Problem:
In your output, repeat each entry exactly and include no pictures.

↓↓↓

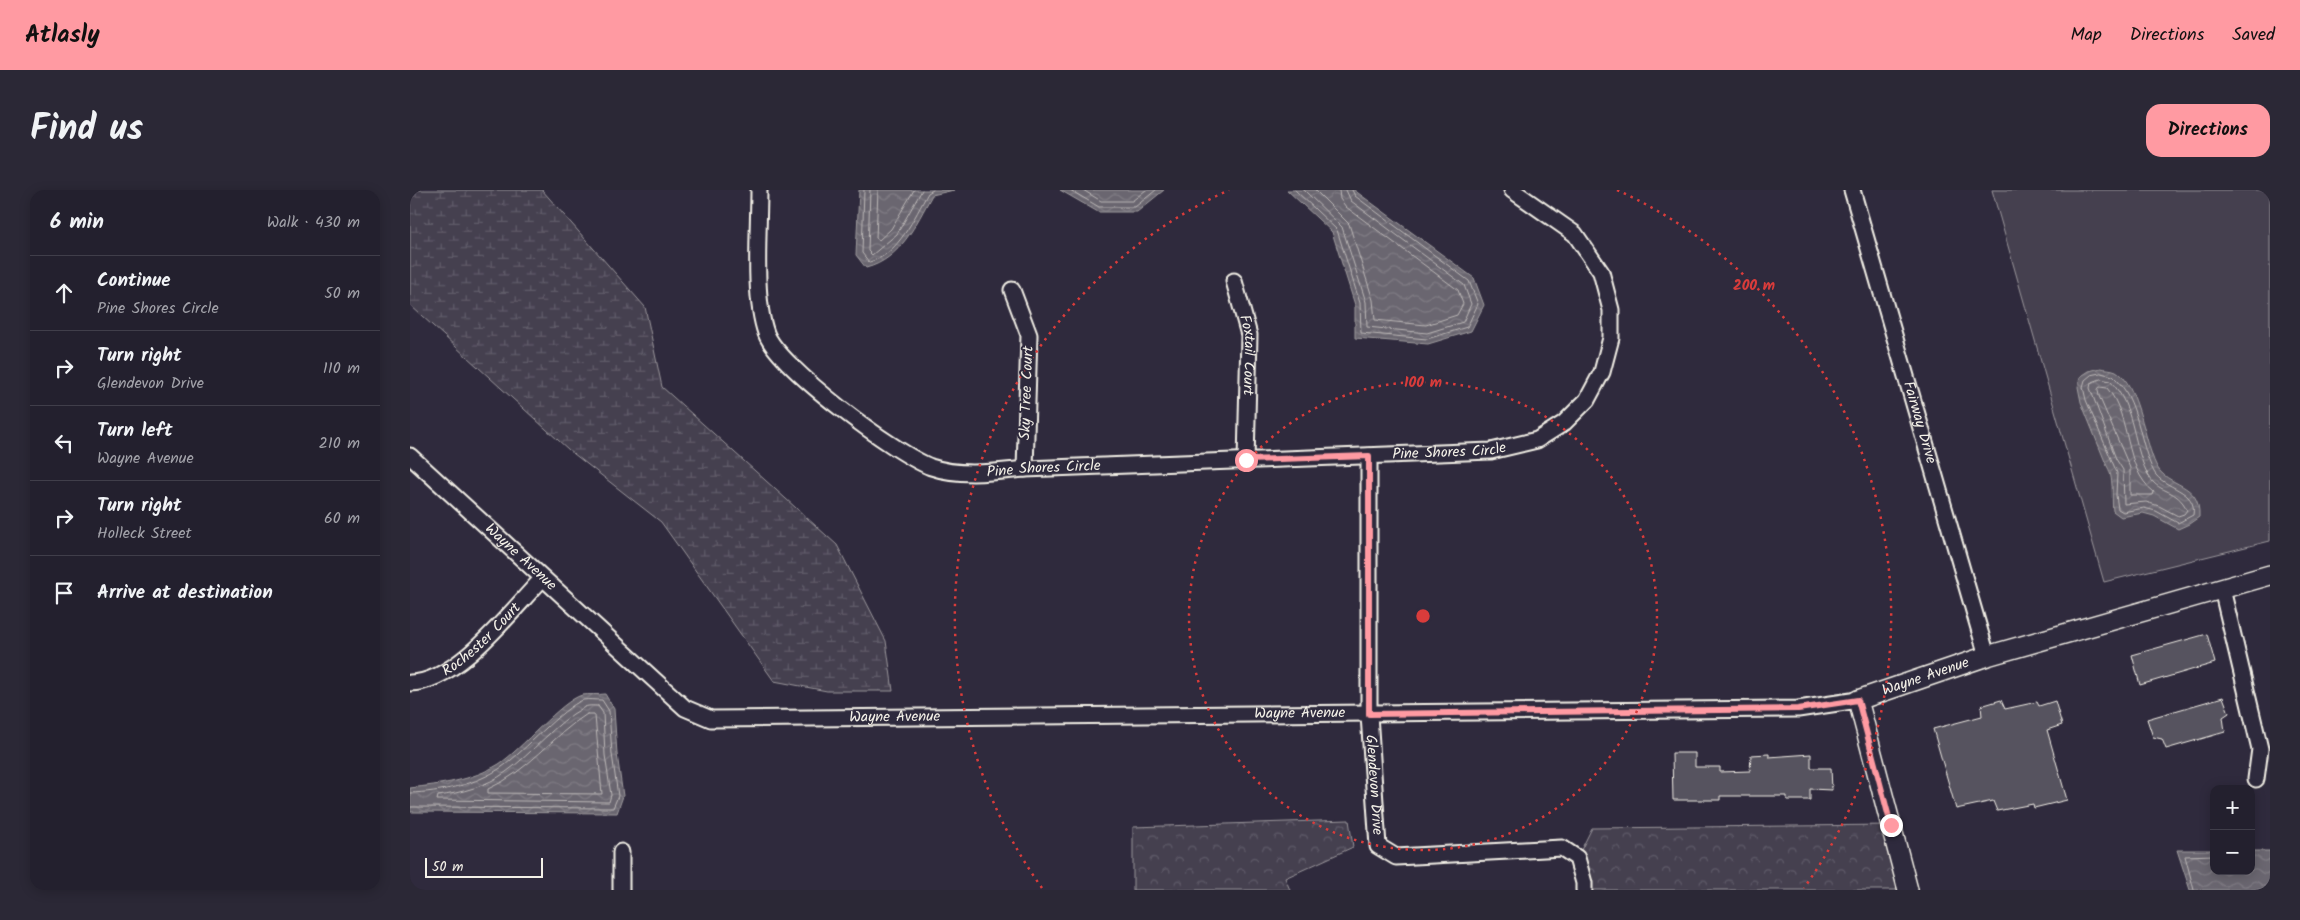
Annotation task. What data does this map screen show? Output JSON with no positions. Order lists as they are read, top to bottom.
{
  "streets": {
    "street": [
      "Foxtail Court",
      "Sky Tree Court",
      "Fairway Drive",
      "Pine Shores Circle",
      "Wayne Avenue",
      "Rochester Court",
      "Glendevon Drive"
    ]
  },
  "crossings": [
    ["Foxtail Court", "Pine Shores Circle"],
    ["Sky Tree Court", "Pine Shores Circle"],
    ["Fairway Drive", "Wayne Avenue"],
    ["Pine Shores Circle", "Glendevon Drive"],
    ["Wayne Avenue", "Rochester Court"],
    ["Wayne Avenue", "Glendevon Drive"]
  ],
  "scale_bar": "50 m",
  "page": {
    "header": "Atlasly",
    "nav": ["Map", "Directions", "Saved"],
    "title": "Find us",
    "buttons": "Directions",
    "heading": ["6 min", "Walk · 430 m"],
    "list": [
      ["Continue", "Pine Shores Circle", "50 m"],
      ["Turn right", "Glendevon Drive", "110 m"],
      ["Turn left", "Wayne Avenue", "210 m"],
      ["Turn right", "Holleck Street", "60 m"],
      "Arrive at destination"
    ],
    "map_buttons": ["+", "−"],
    "scale": "50 m"
  },
  "rings": ["200 m", "100 m"]
}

↑↑↑

Answer box:
Annotation task. What data does this map screen show? Output JSON with no positions. Order lists as they are read, top to bottom.
{
  "streets": {
    "street": [
      "Foxtail Court",
      "Sky Tree Court",
      "Fairway Drive",
      "Pine Shores Circle",
      "Wayne Avenue",
      "Rochester Court",
      "Glendevon Drive"
    ]
  },
  "crossings": [
    ["Foxtail Court", "Pine Shores Circle"],
    ["Sky Tree Court", "Pine Shores Circle"],
    ["Fairway Drive", "Wayne Avenue"],
    ["Pine Shores Circle", "Glendevon Drive"],
    ["Wayne Avenue", "Rochester Court"],
    ["Wayne Avenue", "Glendevon Drive"]
  ],
  "scale_bar": "50 m",
  "page": {
    "header": "Atlasly",
    "nav": ["Map", "Directions", "Saved"],
    "title": "Find us",
    "buttons": "Directions",
    "heading": ["6 min", "Walk · 430 m"],
    "list": [
      ["Continue", "Pine Shores Circle", "50 m"],
      ["Turn right", "Glendevon Drive", "110 m"],
      ["Turn left", "Wayne Avenue", "210 m"],
      ["Turn right", "Holleck Street", "60 m"],
      "Arrive at destination"
    ],
    "map_buttons": ["+", "−"],
    "scale": "50 m"
  },
  "rings": ["200 m", "100 m"]
}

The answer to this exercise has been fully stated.